Mode of Action Analysis / Human Relevance Framework

The test item is not mutagenic and therefore no mode of action is required.

Additional information

OECD 471 ( 2018): The test item was tested to evaluate its mutagenic potential using the preincubation method by measuring its ability to induce reverse mutations at selected loci of several strains of Salmonella typhimurium and at the tryptophan locus of Escherichia coli strain WP2 uvrA in the presence and absence of an exogenous metabolic activation system. Dimethyl sulfoxide (DMSO) was used as the vehicle.
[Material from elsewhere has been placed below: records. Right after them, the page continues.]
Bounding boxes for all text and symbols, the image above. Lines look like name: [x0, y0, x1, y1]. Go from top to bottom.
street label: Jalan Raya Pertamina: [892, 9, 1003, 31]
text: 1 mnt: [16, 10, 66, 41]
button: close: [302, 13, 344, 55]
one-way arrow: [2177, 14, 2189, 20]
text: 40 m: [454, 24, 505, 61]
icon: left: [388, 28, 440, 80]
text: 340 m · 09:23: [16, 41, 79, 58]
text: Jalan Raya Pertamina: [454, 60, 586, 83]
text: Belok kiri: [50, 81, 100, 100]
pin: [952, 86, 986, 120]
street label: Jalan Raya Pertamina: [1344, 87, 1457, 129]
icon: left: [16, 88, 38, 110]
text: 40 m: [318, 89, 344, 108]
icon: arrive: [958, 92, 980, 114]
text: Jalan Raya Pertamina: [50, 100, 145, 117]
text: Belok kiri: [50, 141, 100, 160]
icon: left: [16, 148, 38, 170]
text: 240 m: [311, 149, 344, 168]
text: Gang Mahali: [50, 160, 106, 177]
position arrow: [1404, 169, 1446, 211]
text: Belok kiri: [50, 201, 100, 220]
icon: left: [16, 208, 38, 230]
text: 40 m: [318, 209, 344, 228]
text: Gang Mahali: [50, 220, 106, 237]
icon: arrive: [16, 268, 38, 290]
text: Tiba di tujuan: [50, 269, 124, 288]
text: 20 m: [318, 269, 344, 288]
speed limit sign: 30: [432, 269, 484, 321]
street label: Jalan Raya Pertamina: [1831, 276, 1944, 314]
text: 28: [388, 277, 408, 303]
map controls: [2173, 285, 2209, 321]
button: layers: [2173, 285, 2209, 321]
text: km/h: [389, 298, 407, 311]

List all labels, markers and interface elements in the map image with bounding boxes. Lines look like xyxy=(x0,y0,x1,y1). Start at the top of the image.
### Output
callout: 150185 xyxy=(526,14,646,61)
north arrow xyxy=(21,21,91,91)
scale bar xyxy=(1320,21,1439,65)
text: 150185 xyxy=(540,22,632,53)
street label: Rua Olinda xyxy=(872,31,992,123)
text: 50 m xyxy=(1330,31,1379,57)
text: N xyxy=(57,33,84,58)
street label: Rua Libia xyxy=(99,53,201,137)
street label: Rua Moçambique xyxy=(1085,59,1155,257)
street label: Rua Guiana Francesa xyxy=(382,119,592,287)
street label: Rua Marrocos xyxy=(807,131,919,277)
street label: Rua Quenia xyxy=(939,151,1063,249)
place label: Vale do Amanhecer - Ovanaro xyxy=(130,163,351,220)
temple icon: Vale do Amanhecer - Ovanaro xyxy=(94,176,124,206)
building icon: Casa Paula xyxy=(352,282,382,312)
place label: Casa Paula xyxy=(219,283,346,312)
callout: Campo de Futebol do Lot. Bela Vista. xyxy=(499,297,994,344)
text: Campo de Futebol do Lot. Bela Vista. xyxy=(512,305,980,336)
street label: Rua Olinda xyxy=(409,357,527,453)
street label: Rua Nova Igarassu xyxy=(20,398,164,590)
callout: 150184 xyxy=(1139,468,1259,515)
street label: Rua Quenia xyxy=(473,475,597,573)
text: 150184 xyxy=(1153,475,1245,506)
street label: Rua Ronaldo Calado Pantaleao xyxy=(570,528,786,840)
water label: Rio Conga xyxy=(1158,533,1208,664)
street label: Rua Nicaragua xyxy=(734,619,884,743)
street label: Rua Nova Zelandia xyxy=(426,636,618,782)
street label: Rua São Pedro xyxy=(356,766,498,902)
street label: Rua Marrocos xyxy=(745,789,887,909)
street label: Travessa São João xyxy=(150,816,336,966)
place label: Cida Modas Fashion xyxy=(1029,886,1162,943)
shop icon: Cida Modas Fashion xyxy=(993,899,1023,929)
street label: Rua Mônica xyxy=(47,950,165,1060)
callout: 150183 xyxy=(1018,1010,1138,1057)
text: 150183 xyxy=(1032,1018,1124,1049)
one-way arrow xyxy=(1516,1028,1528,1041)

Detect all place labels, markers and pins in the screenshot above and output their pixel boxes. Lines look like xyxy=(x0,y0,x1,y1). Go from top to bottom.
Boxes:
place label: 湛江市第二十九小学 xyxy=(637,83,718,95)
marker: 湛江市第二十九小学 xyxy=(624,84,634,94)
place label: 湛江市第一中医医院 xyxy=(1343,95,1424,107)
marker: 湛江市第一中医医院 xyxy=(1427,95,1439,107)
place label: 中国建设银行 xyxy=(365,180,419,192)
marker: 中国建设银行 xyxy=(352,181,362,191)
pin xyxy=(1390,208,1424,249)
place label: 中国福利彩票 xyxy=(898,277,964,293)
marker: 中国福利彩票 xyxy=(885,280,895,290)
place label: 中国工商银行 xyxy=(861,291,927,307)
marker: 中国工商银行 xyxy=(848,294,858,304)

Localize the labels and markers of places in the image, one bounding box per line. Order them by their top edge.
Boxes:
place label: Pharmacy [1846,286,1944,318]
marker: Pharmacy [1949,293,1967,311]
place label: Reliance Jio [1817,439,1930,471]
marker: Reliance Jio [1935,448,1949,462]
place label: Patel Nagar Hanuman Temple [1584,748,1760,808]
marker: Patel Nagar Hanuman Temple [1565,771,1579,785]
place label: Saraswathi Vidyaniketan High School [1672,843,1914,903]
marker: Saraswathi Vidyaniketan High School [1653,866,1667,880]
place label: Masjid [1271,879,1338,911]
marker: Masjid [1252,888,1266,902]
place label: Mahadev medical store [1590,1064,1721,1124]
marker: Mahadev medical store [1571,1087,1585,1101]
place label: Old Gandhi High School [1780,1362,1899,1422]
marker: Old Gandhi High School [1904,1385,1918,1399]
Doses selected for the mutagenicity assay were 1.2, 4.9, 20, 78 1250 and 5000 μg per plate, based on data generated in preliminary study where growth inhibition was observed at 313 μg per plate and more in all TA strains with and without metabolic activation at 1250 μg per plate in E. coli WP2 uvrA. Precipitation was also observed at 1250 μg per plate with and without metabolic activation.  All criteria for a valid study were met as described in the protocol.

The test item in DMSO, at concentrations of 2.018, 6.224 and 6.304 mg/mL, was stable at room temperature under the condition of the study. No contaminant colonies were observed on the sterility plates for the vehicle control, the test substance dilutions or the S9 and Sham mixes.

Precipitate was observed at 625 μg per plate and toxicity was observed beginning at 625 μg per plate with all conditions. No dose dependent increases were in all tester strain with or without metabolic activation. The test item was negative for mutagenicity in bacterial reverse mutation assay with or without metabolic activation.

Justification for classification or non-classification

The test item did not meet the criteria for classification for mutagenicity in accordance with Globally Harmonized Classification System or the Regulation (EC) No. 1272/2008; relating to the Classification, Labelling and Packaging of Substances and Mixtures.